(1852) Chalcophaps indica indica.
THE INDIAN EMERALD DOVE.
Columba indica Linn., Syst. Nat 10th ed., i, p. 164 (1758) (East Indies, restricted to Calcutta). Chalcophaps indica. Blanf. & Oates, iv, p. 26 (part.).
Vernacular names. Ram-ghugu, Raj-ghugu (Beng.); Andibella-guwa (Tel.) ; Pathaki-praa (Tam.); Ka-er (Lepcha); Mutirepuka (Assam); Sil-kepa (Naogang, Assam); Gyo-sane, Gyo-sein (Burmese), Daotualai (Cachari).
Description.— Male. Forehead and broad supercilia white, changing to dark blue-grey on the crown and nape; sides of the head, neck, shoulders and upper breast a deep vinous-red, paling on the abdomen and lower breast ; back, scapulars, wing-coverts and inner secondaries metallic emerald-green with a varying amount of bronze reflections, in a few individuals this bronze tint practically replacing the green; edge of wing, bastard-wing, primaries, outer secondaries, and greater coverts dark brown ; inner secondaries like the back; least wing-coverts and shoulder of wing vinous-red like the neck, sometimes more grey, bordered by a fringe of white feathers ; lower back deep copper-bronze with a band of feathers across fringed white or greyish-white ; rump grey next the lower back, deepening to brown towards the upper tail-coverts which are grey edged with dark brown; tail brown, the outer two or three pairs grey with a broad black band; under tail-coverts dark slaty-grey ; under aspect of wing bright brick or copper-red. Occasionally a very old male has a few spots of metallic green or bronze on the lower breast and abdomen.
Colours of soft parts. Iris hazel or dark brown; the eyelids leaden-grey; bill red, the cere darker and rather sanguine, the tip paler and more coral-red; legs and feet coral-red, the soles paler and the claws pale horny-brown.

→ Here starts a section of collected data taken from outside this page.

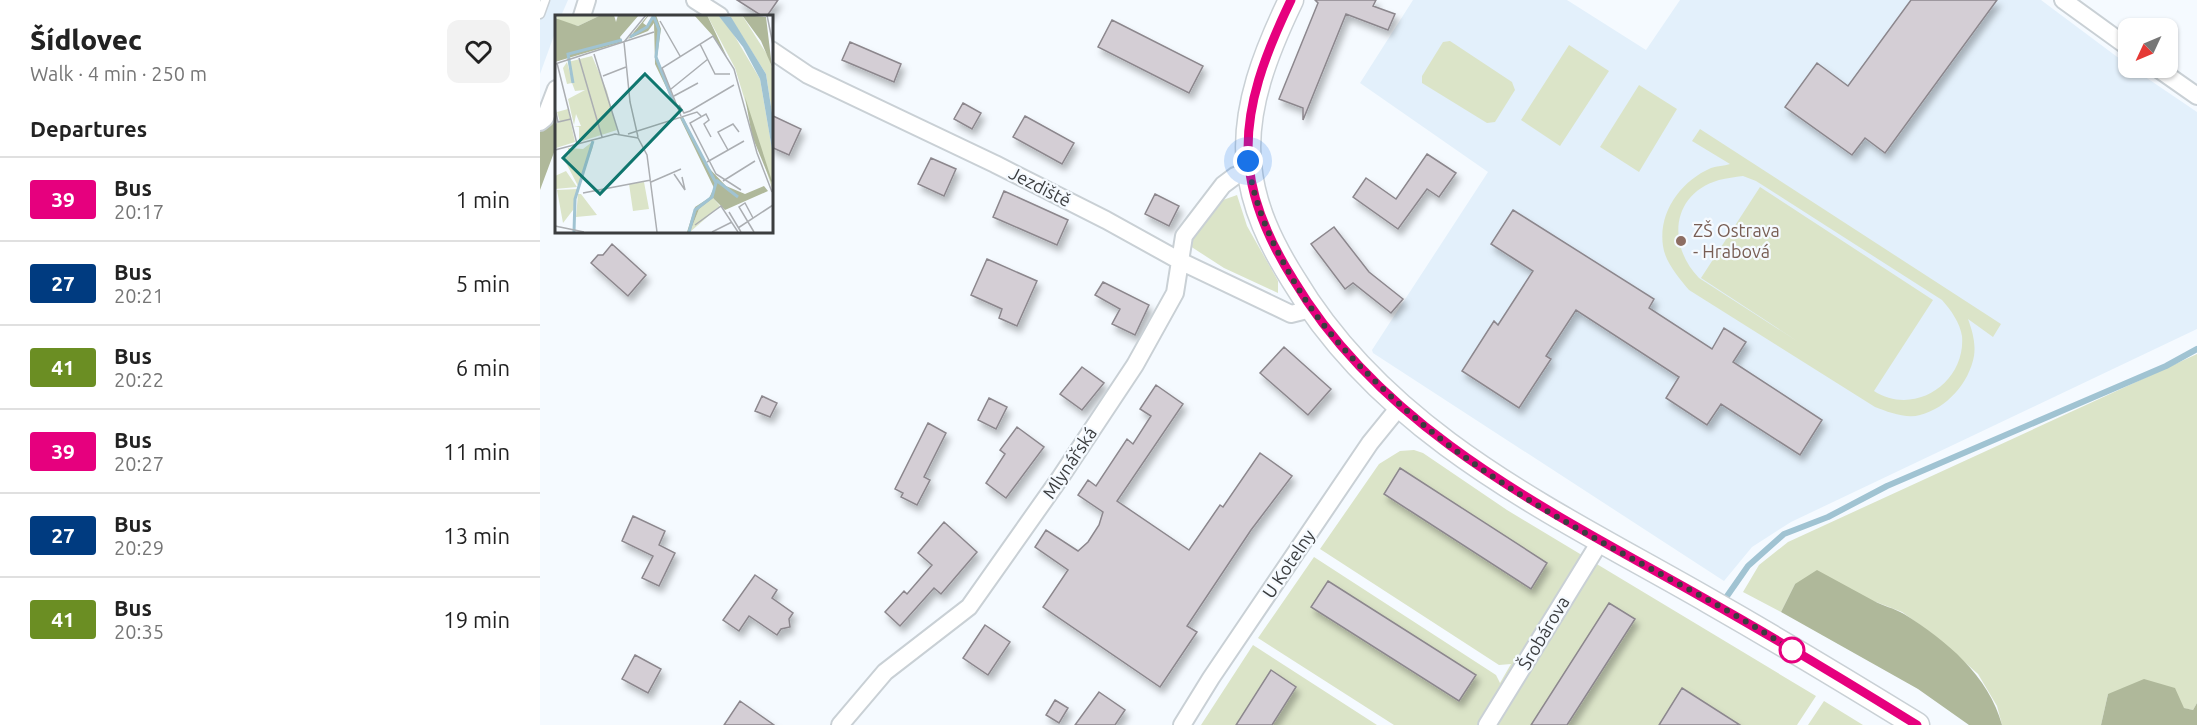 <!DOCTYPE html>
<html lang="en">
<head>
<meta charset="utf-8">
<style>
  body { margin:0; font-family:Ubuntu,sans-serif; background:#f2f2f2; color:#222; height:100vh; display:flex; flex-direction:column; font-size:22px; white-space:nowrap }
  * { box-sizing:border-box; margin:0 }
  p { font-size:20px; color:#767676 }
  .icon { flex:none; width:33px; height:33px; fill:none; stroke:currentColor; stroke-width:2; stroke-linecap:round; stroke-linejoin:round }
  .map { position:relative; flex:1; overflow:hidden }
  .panel { display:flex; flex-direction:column; background:#fff; width:540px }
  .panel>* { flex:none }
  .badge { padding:0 12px; border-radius:4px; font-size:21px; line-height:39px }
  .needle { width:39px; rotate:226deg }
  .fabs { position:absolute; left:1578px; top:18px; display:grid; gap:12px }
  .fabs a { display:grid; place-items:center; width:60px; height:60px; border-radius:12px; background:#fff; box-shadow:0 2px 4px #0004; font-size:30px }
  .you { position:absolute; width:30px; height:30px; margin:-15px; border:4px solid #fff; border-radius:50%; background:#1a73e8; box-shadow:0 0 0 9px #1a73e833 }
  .map>.badge { position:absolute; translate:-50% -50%; box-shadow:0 0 0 3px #fff }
  h2 { padding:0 30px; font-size:22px; line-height:54px }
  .round { display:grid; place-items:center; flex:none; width:63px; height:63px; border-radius:12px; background:#f2f2f2 }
  .summary { display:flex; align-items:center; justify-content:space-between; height:102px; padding:0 30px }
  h1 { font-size:28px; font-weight:800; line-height:45px }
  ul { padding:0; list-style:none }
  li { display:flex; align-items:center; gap:18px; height:84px; padding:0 30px; border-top:2px solid #e0e0e0 }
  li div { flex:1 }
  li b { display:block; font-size:22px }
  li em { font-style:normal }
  li .badge { min-width:66px; font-weight:700; text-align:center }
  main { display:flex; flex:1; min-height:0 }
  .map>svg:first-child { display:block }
  .built { fill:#e3f0fb }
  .green { fill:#dbe4c8; fill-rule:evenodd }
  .forest { fill:#afb89a }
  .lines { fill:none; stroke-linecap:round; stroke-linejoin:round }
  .stream { stroke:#a0c3d2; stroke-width:6 }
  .building { fill:#d4ced5; stroke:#8c878d; stroke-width:1.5; filter:url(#shadow) }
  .service-casing { stroke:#c9d0d5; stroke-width:11 }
  .minor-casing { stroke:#c9d0d5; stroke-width:20 }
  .secondary-casing { stroke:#c9d0d5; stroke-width:27 }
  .service { stroke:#fff; stroke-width:8 }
  .minor { stroke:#fff; stroke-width:16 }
  .secondary { stroke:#fff; stroke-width:24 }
  .line-casing { stroke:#fff; stroke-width:14 }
  .line { stroke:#e6007e; stroke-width:9 }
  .walk { stroke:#3b3d3f; stroke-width:6; stroke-dasharray:0 10.8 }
  .education-dot { fill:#8d6e63; stroke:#f5faff; stroke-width:2 }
  .stop-dot { fill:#fff; stroke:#e6007e; stroke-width:3 }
  .labels { text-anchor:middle; stroke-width:4.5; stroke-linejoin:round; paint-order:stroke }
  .street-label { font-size:18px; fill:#3b3d3f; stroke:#f5faff }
  .education-label { font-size:18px; fill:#785e54; stroke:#f5faff; text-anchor:start }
  .inset-river { fill:none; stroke:#a0c3d2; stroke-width:3 }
  .inset-road { fill:none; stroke:#abaeb2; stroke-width:1.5 }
  .view { fill:#0f766e; fill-opacity:0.15; stroke:#0f766e; stroke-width:3 }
  .inset-edge { fill:none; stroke:#3b3d3f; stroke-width:3 }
</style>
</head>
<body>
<main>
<section class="panel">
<div class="summary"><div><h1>Šídlovec</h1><p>Walk · 4 min · 250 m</p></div><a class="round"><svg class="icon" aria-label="heart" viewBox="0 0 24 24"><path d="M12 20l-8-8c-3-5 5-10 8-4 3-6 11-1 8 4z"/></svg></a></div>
<h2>Departures</h2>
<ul>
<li><span class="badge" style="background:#e6007e;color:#fff">39</span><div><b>Bus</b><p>20:17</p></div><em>1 min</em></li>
<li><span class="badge" style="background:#003b80;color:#fff">27</span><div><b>Bus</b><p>20:21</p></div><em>5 min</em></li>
<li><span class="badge" style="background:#6b8e23;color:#fff">41</span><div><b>Bus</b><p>20:22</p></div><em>6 min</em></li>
<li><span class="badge" style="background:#e6007e;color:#fff">39</span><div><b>Bus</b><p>20:27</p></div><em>11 min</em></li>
<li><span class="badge" style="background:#003b80;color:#fff">27</span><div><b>Bus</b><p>20:29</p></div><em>13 min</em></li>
<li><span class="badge" style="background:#6b8e23;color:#fff">41</span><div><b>Bus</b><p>20:35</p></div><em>19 min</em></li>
</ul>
</section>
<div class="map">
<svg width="1657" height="725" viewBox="0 0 1657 725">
  <defs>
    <filter id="shadow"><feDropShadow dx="3.5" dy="6" stdDeviation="3" flood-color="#0004"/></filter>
  </defs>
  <rect width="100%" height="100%" fill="#f5faff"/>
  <path class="built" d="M 0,0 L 28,0 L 21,16 L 16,16 L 16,30 L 0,74 Z
    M 873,0 L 1027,0 L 1106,50 L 1140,0 L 1501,0 L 1588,65 L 1588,68 L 1592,68 L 1657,112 L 1657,329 L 1251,522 L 1212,547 L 1184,581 L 833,353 L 832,350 L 948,172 L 820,83 Z"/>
  <path class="green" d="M 910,41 L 972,82 L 975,90 L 955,122 L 947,123 L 882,83 L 882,76 L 903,42 Z
    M 1029,45 L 1069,71 L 1020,146 L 981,120 Z
    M 1099,85 L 1137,109 L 1099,172 L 1060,147 Z
    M 1160,129 L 1461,324 L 1453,337 L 1428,319 C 1432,330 1436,343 1434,356 C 1429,383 1407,408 1380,415 C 1366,419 1348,412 1335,407 L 1149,290 C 1139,278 1125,262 1123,246 C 1118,212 1141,181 1171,168 C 1177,166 1184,166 1190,164 L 1152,141 ZM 1203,176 L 1216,181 L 1402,300 C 1411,310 1420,323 1422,336 C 1426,383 1374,417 1334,391 L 1393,300 L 1220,187 L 1161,278 L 1260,343 L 1159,278 C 1127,245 1131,194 1179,180 C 1187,178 1195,177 1203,176 Z
    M 697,195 L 707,226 L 738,281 L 738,293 L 684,268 L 650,246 L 657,231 L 683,200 Z
    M 1657,354 L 1657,703 L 1653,710 L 1568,694 L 1561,725 L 1462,725 L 1457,706 L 1438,674 L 1395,636 L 1362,612 L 1336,602 L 1255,584 L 1241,612 L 1203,592 L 1219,565 L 1248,542 Z
    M 874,450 L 883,453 L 967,510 L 1276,696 L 1257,725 L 854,725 L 718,638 L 774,557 L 956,675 L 960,683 L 971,664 L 959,665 L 780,549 L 839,464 L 860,451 Z
    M 713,645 L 837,725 L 661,725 Z
    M 1284,701 L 1323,725 L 1268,725 Z"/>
  <path class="forest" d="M 16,112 L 16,147 L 0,190 L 0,129 Z
    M 1277,570 C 1296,580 1315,591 1334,601 C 1343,606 1354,608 1364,614 C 1406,640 1449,676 1462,725 L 1429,725 L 1378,689 L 1241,612 L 1255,584 Z
    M 1604,679 L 1635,688 L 1644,708 L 1653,710 L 1657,703 L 1657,725 L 1561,725 L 1568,694 Z"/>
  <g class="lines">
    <path class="stream" d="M 1185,599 L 1208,566 L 1244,534 L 1288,517 L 1347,486 L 1626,366 L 1657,349"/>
  </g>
  <path class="building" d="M 197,0 L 238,0 L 227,16 L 222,16 Z
    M 775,0 L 836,0 L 833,6 L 855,14 L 848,30 L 806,14 L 763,120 L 763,108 L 739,99 L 778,3 Z
    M 1371,0 L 1457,0 L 1345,153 L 1325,138 L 1312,155 L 1245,107 L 1277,63 L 1308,86 Z
    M 572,20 L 663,66 L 649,93 L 558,47 Z
    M 310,42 L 361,64 L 354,82 L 302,60 Z
    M 423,103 L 441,113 L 432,129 L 414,119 Z
    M 231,115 L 261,129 L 249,155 L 231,147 Z
    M 485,116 L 534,143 L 522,164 L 473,137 Z
    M 887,154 L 916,173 L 899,197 L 887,189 L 858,229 L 813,197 L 826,178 L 856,199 Z
    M 391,158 L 416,169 L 404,196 L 378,184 Z
    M 464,191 L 528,220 L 517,245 L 453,217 Z
    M 615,194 L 639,206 L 629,226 L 605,214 Z
    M 973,210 L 1114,299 L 1109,308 L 1172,349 L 1184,328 L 1206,342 L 1193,362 L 1282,420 L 1260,455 L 1181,404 L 1167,425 L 1126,398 L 1139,377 L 1036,310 L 1006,356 L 1011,359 L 979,408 L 922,371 L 954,321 L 958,325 L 993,271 L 951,244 Z
    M 794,227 L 829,272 L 863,299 L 851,313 L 813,283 L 805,289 L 771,244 Z
    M 72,244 L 106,275 L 88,296 L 51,263 L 58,255 L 63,255 Z
    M 447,259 L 497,281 L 477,326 L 459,318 L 462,309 L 431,295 Z
    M 563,282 L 609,305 L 595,335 L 572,324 L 580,309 L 555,295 Z
    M 744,347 L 791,389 L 768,415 L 720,373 Z
    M 542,367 L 564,383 L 542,410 L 520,394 Z
    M 616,385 L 643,404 L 577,501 L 649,550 L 680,505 L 683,507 L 720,453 L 752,476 L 711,530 L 647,626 L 657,632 L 620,687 L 503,607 L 528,570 L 495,547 L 506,530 L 538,551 L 548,542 L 559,525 L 563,512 L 538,495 L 548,480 L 556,486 L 587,439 L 593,444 L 611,416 L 600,409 Z
    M 222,396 L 237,403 L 230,417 L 215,411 Z
    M 449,398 L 467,407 L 456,429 L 438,420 Z
    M 388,423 L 406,433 L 384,477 L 390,480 L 377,505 L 361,497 L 363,493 L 355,489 Z
    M 477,427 L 504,447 L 466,498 L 446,483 L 465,454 L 460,450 Z
    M 860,468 L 1007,563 L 991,589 L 844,494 Z
    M 93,516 L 125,531 L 119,545 L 135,553 L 119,586 L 102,578 L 113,556 L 82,541 Z
    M 404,522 L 437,552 L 401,594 L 394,588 L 360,626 L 345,612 L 364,591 L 367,594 L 392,565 L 378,553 Z
    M 215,575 L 237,590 L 232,598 L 253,613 L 249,619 L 250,627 L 241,629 L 237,635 L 209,616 L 199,631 L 183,620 Z
    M 788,581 L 936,675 L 919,701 L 771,607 Z
    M 1069,603 L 1095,619 L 1027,725 L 991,725 Z
    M 445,625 L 470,642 L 448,675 L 423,658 Z
    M 95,655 L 121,669 L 108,693 L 82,679 Z
    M 731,670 L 756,687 L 732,725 L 696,725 Z
    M 1142,688 L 1200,725 L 1119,725 Z
    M 559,692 L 585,710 L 575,725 L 535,725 Z
    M 515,700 L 528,708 L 519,723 L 506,715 Z
    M 200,701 L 234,725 L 184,725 Z"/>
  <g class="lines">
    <g class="service-casing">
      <path id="service" d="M 0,14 L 5,0"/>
    </g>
    <g class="minor-casing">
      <path id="minor" d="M 155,0 L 180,16
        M 1523,0 L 1588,47
        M 42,16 L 47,0
        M 231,50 L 268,75 L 455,164 L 566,220 L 640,261 L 751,314 L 771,309
        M 1617,68 L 1657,96
        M 0,122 L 5,118 L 16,89
        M 300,725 L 345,672 L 429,607 L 520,478 L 595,365 L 635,293 L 644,236 L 683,185 L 695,176 L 709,171
        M 642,725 L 671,678 L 830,443 L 860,406
        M 947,725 L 1061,540"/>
    </g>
    <g class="secondary-casing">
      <path id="secondary" d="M 751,0 C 727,50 703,108 709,165 C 713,207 731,244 753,279 C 847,437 1016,513 1169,601 C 1239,641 1309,683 1377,725"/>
    </g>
    <use href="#service" class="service"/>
    <use href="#minor" class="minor"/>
    <use href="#secondary" class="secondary"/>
  </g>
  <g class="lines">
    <g class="line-casing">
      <path id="line" d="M 751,0 C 727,50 703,108 709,165 C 713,206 731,244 753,279 C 844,432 1010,511 1160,596 C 1233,637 1306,681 1377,725"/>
    </g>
    <use href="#line" class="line"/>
    <path class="walk" d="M 708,161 C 714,206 732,244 755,283 C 777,321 806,353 838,384 C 875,420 915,452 958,480 C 1052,543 1157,588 1252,650"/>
  </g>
  <circle class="education-dot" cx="1141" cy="241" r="6"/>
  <circle class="stop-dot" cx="1252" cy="650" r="12"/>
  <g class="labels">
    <g class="street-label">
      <text transform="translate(500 187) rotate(27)" y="6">Jezdiště</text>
      <text transform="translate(530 463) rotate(-56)" y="6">Mlynářská</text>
      <text transform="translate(749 564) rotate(-56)" y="6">U Kotelny</text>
      <text transform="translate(1004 633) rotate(-59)" y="6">Šrobárova</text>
    </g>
    <g class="education-label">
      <text x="1153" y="237">ZŠ Ostrava<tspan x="1153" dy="21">- Hrabová</tspan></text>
    </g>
  </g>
  <g transform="translate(15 15)">
    <rect width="218" height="218" fill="#f5faff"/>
    <path d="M 0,0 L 46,0 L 23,11 L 4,6 ZM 152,0 L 163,0 L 176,15 L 205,64 L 217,134 L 217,174 L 180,53 ZM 174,0 L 187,0 L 213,41 L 217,53 L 217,98 L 211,59 ZM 37,41 L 52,76 L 62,115 L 24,127 L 24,112 L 19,111 L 26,111 L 21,99 L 19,110 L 13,84 L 30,75 L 20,76 L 17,68 L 12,69 L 8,53 L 12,47 L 18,69 L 13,47 ZM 13,94 L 20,127 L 1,133 L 0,109 L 5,107 L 2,97 ZM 37,127 L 38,132 L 23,171 L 9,144 L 14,140 L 13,133 L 28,134 ZM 11,156 L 22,172 L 0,174 L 0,161 ZM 89,167 L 94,194 L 78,196 L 74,169 ZM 23,174 L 18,195 L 8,208 L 2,175 ZM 23,179 L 26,179 L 42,200 L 21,202 ZM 158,183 L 165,191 L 135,217 L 144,194 Z" fill="#dbe4c8"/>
    <path d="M 46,0 L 59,0 L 61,7 L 63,0 L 84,0 L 65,22 L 67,27 L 0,47 L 0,3 L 23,11 ZM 93,0 L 94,0 L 88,8 L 92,11 L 101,0 L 106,14 L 102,42 L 120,91 L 100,49 L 99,8 L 93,16 L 73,24 ZM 139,0 L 152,0 L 172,42 L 158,21 ZM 187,0 L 211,2 L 217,52 L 206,26 ZM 190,82 L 217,166 L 216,167 L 197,121 ZM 128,102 L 152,151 L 171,171 L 190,179 L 209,171 L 213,176 L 170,195 L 158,183 L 144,194 L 135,217 L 132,217 L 140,192 L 154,183 L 159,173 L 125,103 Z" fill="#afb89a"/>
    <path d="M 163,0 L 176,2 L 211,59 L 217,98 L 217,134 L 205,64 L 188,32 Z" fill="#a0c3d2"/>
    <path class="inset-river" d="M 99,2 L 104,15 L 101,42 L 118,86M 75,22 L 92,12 L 99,0M 18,68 L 13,39 L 67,25M 127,103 L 161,168 L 157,182 L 140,195 L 134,217M 161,165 L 183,182M 19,217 L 20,184 L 38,126"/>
    <path class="inset-road" d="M 212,0 L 218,30M 105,6 L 125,41M 69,27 L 75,87 L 83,122M 69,27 L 91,0M 145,29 L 160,59 L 175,59M 39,39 L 64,119M 24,43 L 47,122M 2,48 L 22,129M 0,49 L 99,17M 48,61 L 71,52M 116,74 L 153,44M 119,81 L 143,68M 124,90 L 129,98 L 135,96 L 179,70M 0,93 L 3,107 L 16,104M 126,101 L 107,53 L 158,21 L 179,54 L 202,138 L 217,177M 73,119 L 142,97 L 146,101M 156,122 L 149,109 L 154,105 L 151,99 L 135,108 L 161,159 L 186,175M 0,135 L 60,119 L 83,123 L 92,140 L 102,217M 173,135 L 163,117 L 178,109 L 184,117M 152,147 L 189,126M 119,159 L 130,175 L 127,162M 168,166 L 200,146M 96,167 L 126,154M 28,178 L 96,165M 174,197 L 186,217M 198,203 L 190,188 L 184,192 L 199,217M 140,210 L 166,191 L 183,217M 0,211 L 29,217M 183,213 L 218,190M 157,217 L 177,207"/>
    <path class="view" d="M 90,59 L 126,95 L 45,179 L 8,143 Z"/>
    <rect width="218" height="218" class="inset-edge"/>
  </g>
</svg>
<div class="fabs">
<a><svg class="needle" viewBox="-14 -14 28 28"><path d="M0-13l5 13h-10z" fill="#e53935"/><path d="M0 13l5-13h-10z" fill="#767676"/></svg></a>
</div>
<div class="you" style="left:708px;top:161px"></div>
</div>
</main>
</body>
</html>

Measurements. Total length about 250 to 270 mm.; wing 148 to 161 mm.; tarsus about 25 mm.; culmen about 15 to 16 mm. Females are rather smaller—wing average 142 as against 146 mm. in males.
Females. Very old birds are said to be indistinguishable from the male but whenever I have shot pairs of this Dove the differences have been noticeable. Generally there is less white on the forehead and supercilia and the grey crown and nape is sometimes suffused with reddish ; the white wing-patch and white bars across the rump are not so pronounced; the central tail-feathers are a redder brown and only the outermost pair of feathers are grey.
Young males are like the females but still duller in colour and the bronze-green is less in extent and freely barred with copper-red ; there is a broad rufous bar across the wing, the inner secondaries are tipped with rufous-red and the whole under plumage barred dull brown and rufous.
Distribution. Travancore to Bombay on the West coast; Kashmir and Kuman to Eastern Assam in the Himalayas; Bengal, Behar, Orissa and the East coast at least as far as Masulipatam; Northern Burma as far as the Shan States, Tenasserim, the Andamans and Nicobars, but not the dry central zone of Burma; the Malay States and Malay Archipelago to the Philippines.
Nidification. The Emerald Dove breeds wherever found from the plains up to some 2,000 feet, but not often above 3,000 feet. The nest is a typical Dove's nest made of small twigs and sticks but is rather well put together and has a definite depression for the eggs. Most nests are built on high bushes, saplings or clumps of bamboos between 5 and 10 feet from the ground, whilst in Tenasserim Davison found nests in .young coco-nut palms about 0 feet from the ground. The eggs, two in number, are not white but a pale creamy-yellow, buff or cafe-au-lait. The surface is smooth and sometimes glossy, the shape is almost elliptical and the texture fine and close. One hundred eggs average 27.0 x 21.0 mm.; maxima 28.8 x 22.3 mm.; minima 23.5 x 19.6 mm.
The breeding-season is during January and February in the Andamans, Nicobars and Tenasserim but in Burma and North-East India most eggs are laid from March to May whilst eggs may be taken up to September and many birds have two or even three broods.
Habits. This little Dove is a forest-bird, frequenting humid evergreen forests in preference, though being found also in deciduous forest and scrub-jungle. It seems to love to feed in the middle of forest-tracks and, when disturbed, flashes away for two or three hundred yards at great speed and then alights. This process may be repeated several times until the birds, they are nearly always in pairs, double back through the forest and return to the path behind one. It is a great haunter of salt licks, and in Cachar some of these are known as "Doves' homes." On the ground they run well and when catching termites are very speedy. Except for termites they are purely vegetarian and though they eat several kinds of grain are principally fruit-eaters. Their note is a soft, very deep low " coo."